From an empty apartment overlooking the shattered remains of eastern Ukraine’s biggest airport, a fighter known as Givi is leading an all-out assault against the last remaining government outpost in the main pro-Russia stronghold.
The camouflage-clad guerrilla, a Russian tricolor on his arm, heads one of two units tasked with flushing out Ukrainian government soldiers from a site at the heart of the six-month war, which has already claimed 3,400 lives.
Despite a five-week truce, his “Somali battalion” has been aiming tanks and rockets at Prokofiev International Airport, inflicting daily losses and reducing the futuristic structure to piles of rubble and twisted steel.
Ukrainian soldiers have been confined to the airport’s vast bunkers and other underground areas, giving the rebels de facto control, Givi says. A thin man with sallow eyes and graying temples, Givi has turned into a star of recent battlefield dispatches.
He is a native of Abkhazia, which has similarly sought to break away from Georgia with Russian support. In one separatist video, he calmly chats over a cigarette as a shell sends debris scattering next to him and other fighters run for cover.
Above ground, short-range rockets fly. Some shells land meters from the building.
According to the militants, Ukrainian forces pound the city from outlying villages such as Peski, about 2km away.
“There are still soldiers underground, but we will make them leave one by one. Every day we do some mopping up,” he says. “The airport is under our control.”

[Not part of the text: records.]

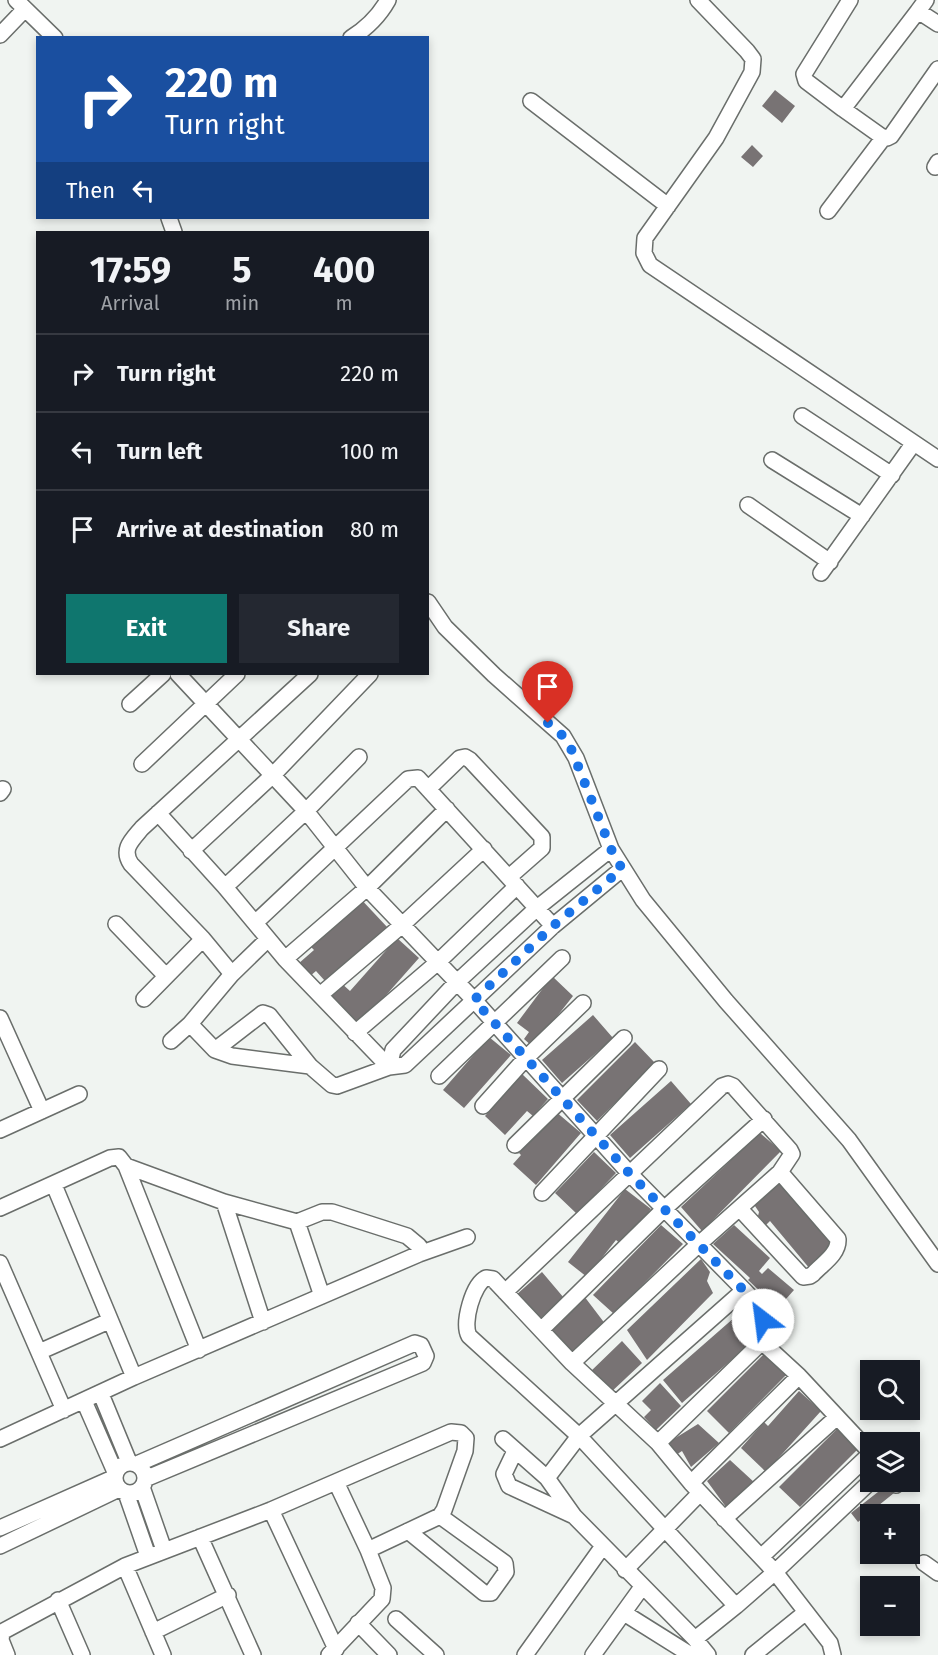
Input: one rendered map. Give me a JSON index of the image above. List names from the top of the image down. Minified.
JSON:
{"page":{"turn":["220 m","Turn right"],"then":"Then","eta":["17:59","Arrival","5","min","400","m"],"list":[{"name":"Turn right","value":"220 m"},{"name":"Turn left","value":"100 m"},{"name":"Arrive at destination","value":"80 m"}],"buttons":["Exit","Share"],"map_buttons":["+","−"]}}
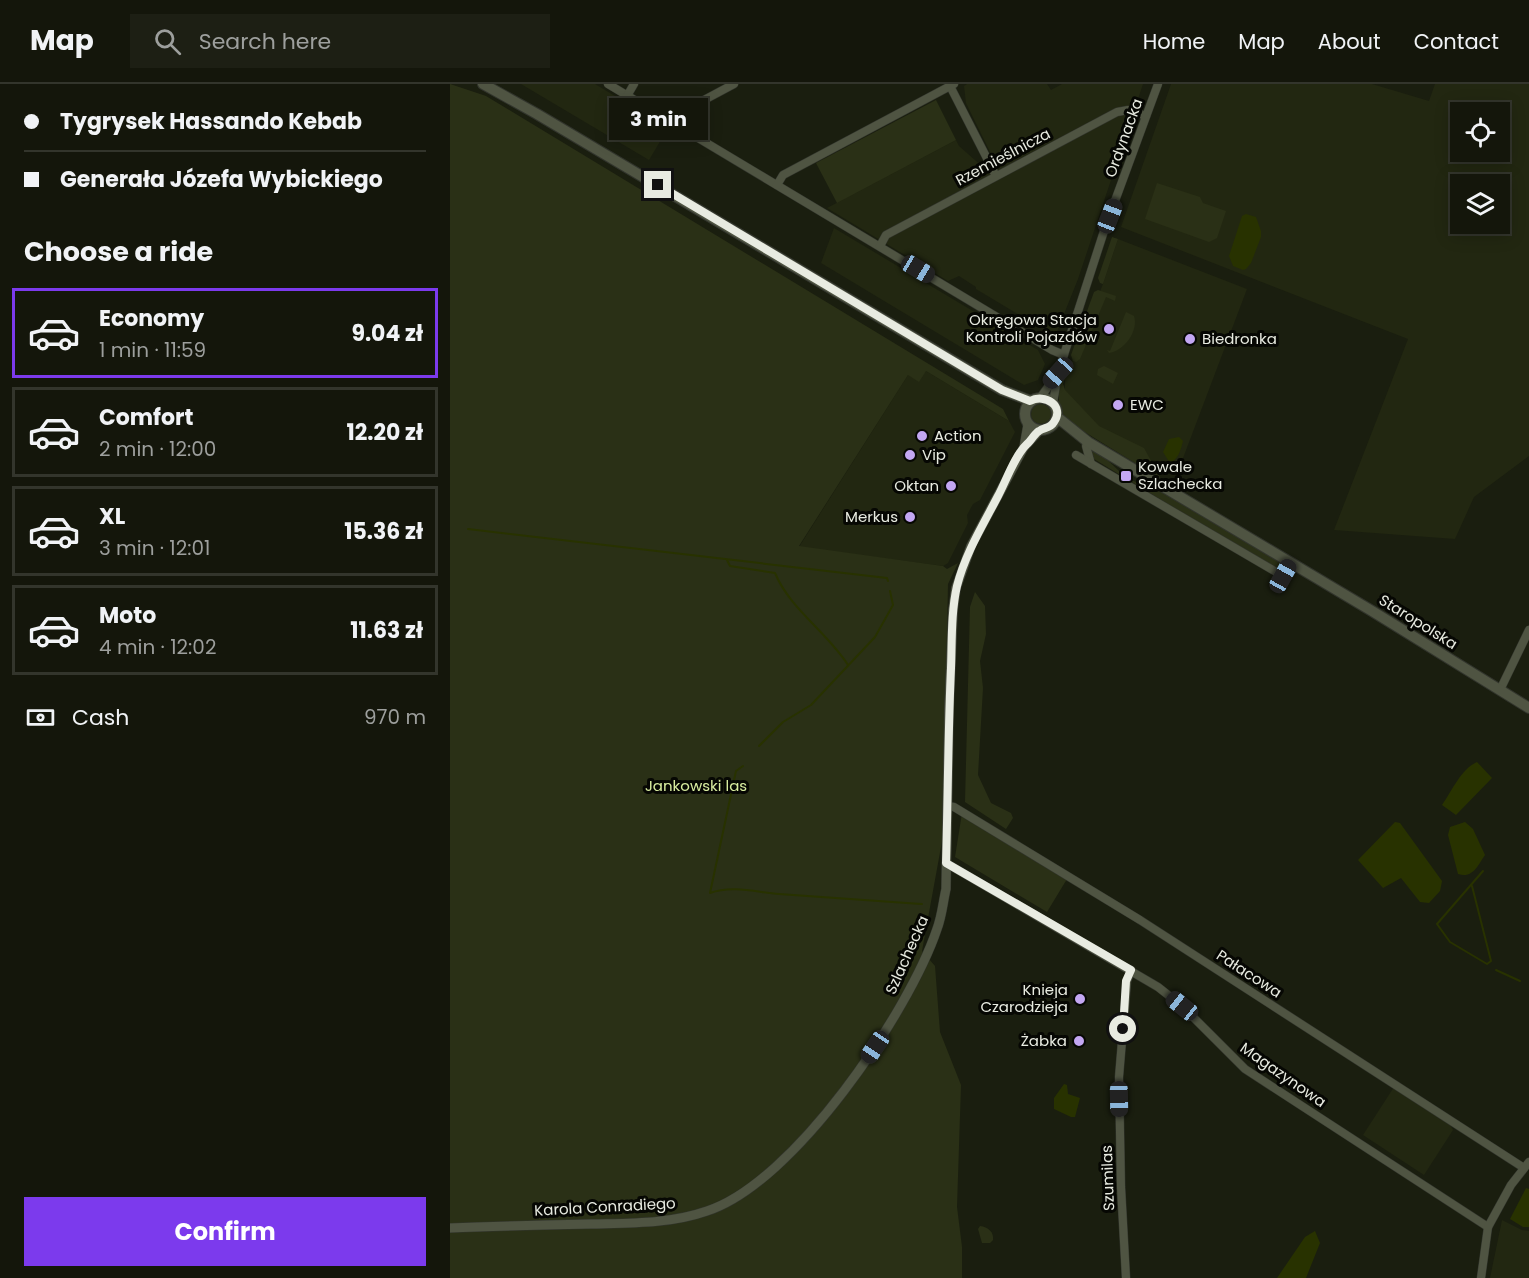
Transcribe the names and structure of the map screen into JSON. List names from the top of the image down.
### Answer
{
  "streets": {
    "main road": ["Staropolska"],
    "street": [
      "Ordynacka",
      "Rzemieślnicza",
      "Szlachecka",
      "Pałacowa",
      "Magazynowa",
      "Szumilas",
      "Karola Conradiego"
    ]
  },
  "crossings": [
    ["Ordynacka", "Rzemieślnicza"],
    ["Ordynacka", "Staropolska"],
    ["Ordynacka", "Szlachecka"],
    ["Staropolska", "Szlachecka"],
    ["Szlachecka", "Pałacowa"],
    ["Szlachecka", "Magazynowa"],
    ["Szlachecka", "Karola Conradiego"],
    ["Magazynowa", "Szumilas"]
  ],
  "parks": ["Jankowski las"],
  "places": {
    "other": [
      "Okręgowa Stacja Kontroli Pojazdów",
      "Biedronka",
      "EWC",
      "Action",
      "Vip",
      "Oktan",
      "Merkus",
      "Knieja Czarodzieja",
      "Żabka"
    ],
    "transit": ["Kowale Szlachecka"]
  },
  "page": {
    "header": "Map",
    "search": "Search here",
    "nav": [
      "Home",
      "Map",
      "About",
      "Contact"
    ],
    "banner": ["Tygrysek Hassando Kebab", "Generała Józefa Wybickiego"],
    "bubble": "3 min",
    "heading": "Choose a ride",
    "list": [
      {
        "name": "Economy",
        "note": "1 min · 11:59",
        "value": "9.04 zł"
      },
      {
        "name": "Comfort",
        "note": "2 min · 12:00",
        "value": "12.20 zł"
      },
      {
        "name": "XL",
        "note": "3 min · 12:01",
        "value": "15.36 zł"
      },
      {
        "name": "Moto",
        "note": "4 min · 12:02",
        "value": "11.63 zł"
      }
    ],
    "pay": ["Cash", "970 m"],
    "buttons": "Confirm"
  }
}
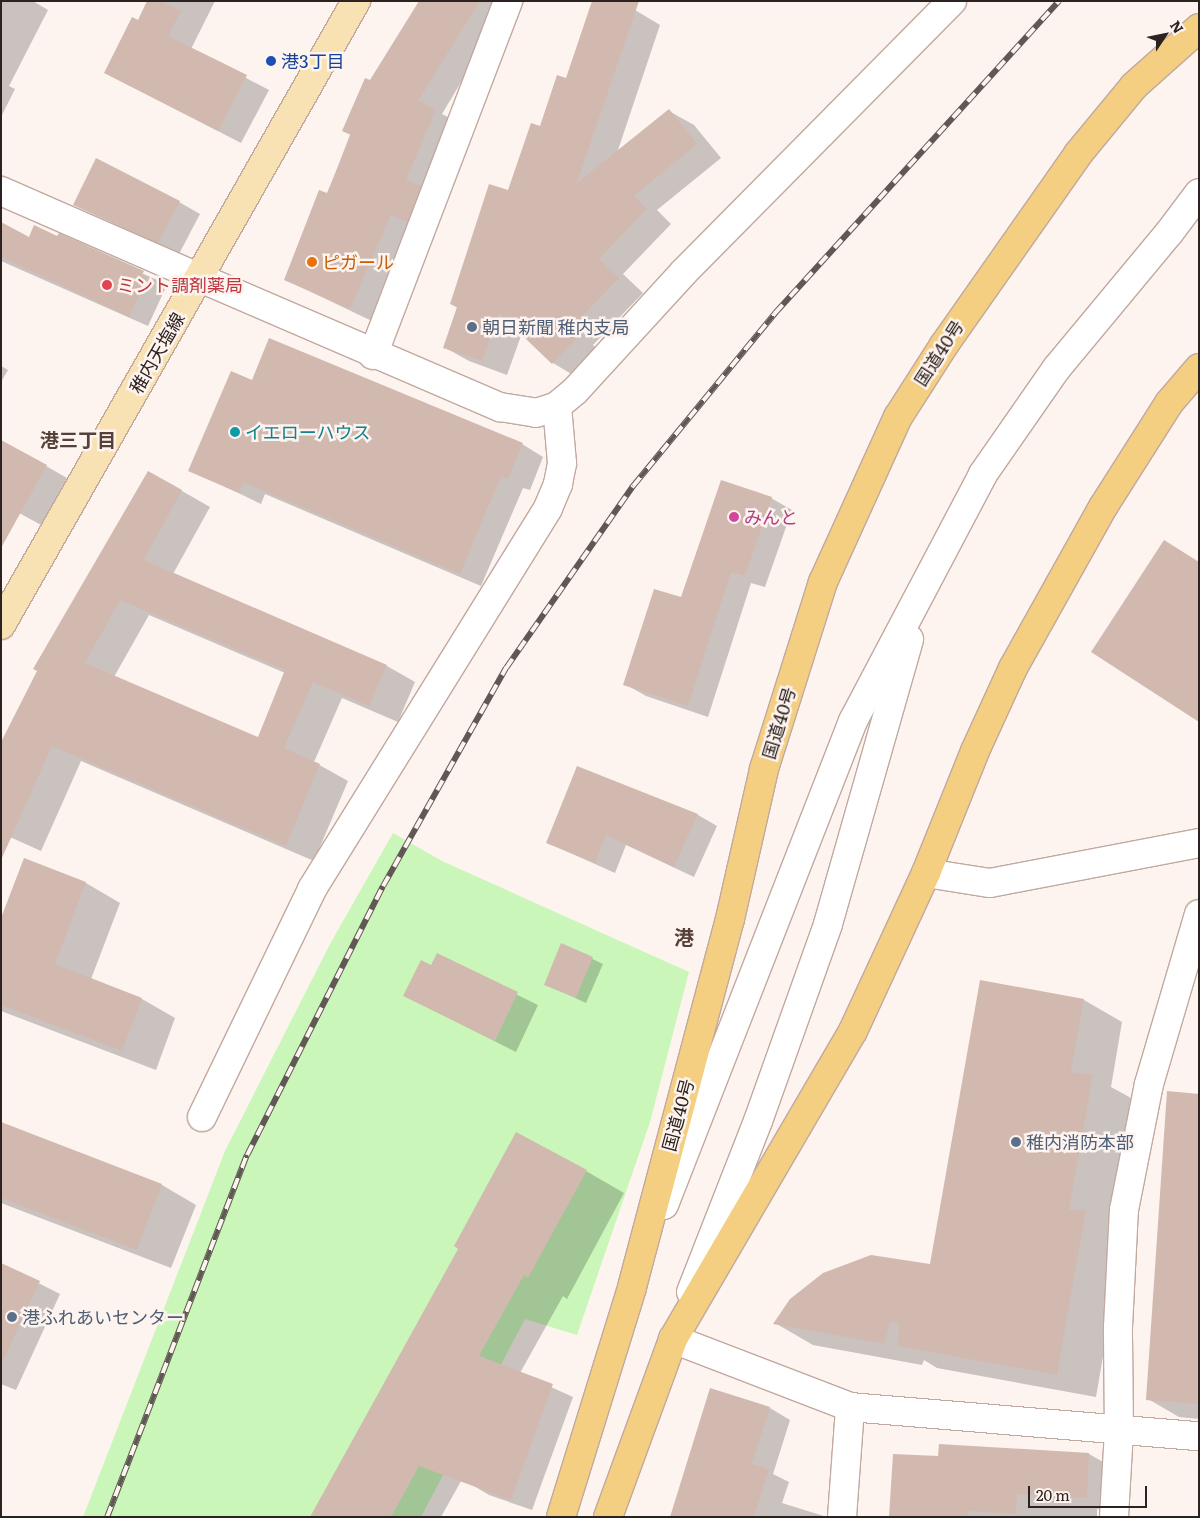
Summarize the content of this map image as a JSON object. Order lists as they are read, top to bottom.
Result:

Asked about the Sept. 5 ceasefire agreement separatist leaders signed with Kiev under Russian pressure, Givi smiles.
“If there is an attack from them [Ukrainian soldiers], nobody will stop us — neither the OSCE, nor anybody else,” he says in reference to the 80-member team from the Organization for Security and Co-operation in Europe that is monitoring truce compliance.
As has been the case throughout the uprising, Kiev gives a completely different ground report, saying that its troops have repelled the daily raids on the airport and maintained control.
Givi came to Donetsk with a group of separatist fighters, including a man named Motorola who leads another famed rebel unit, after they captured the eastern town of Ilovaysk in August. Ukraine has confirmed it lost at least 100 soldiers in that battle.
Analysts believe the loss of Ilovaysk was so devastating and surprising that it convinced Ukrainian President Petro Poroshenko to sue for peace and offer rebel-run parts of the east limited autonomy under the September ceasefire deal.
Givi is interested only in total victory, with every last government soldier forced out of the Russian-speaking east.
The rebels have taken over several upper floors of the building to give them a line of sight and fire on the airport. Miraculously, several apartments are still occupied by their old residents.
On the fifth floor is the command center used by Givi, who issues orders juggling a phone and a walkie-talkie while stepping over romance novels, tea boxes and other remnants of civilians’ previous lives.
“We do not attack anyone; we merely respond to the fire,” he says. “We do this for the people who live around the airport so that they do not suffer Ukrainian shelling.”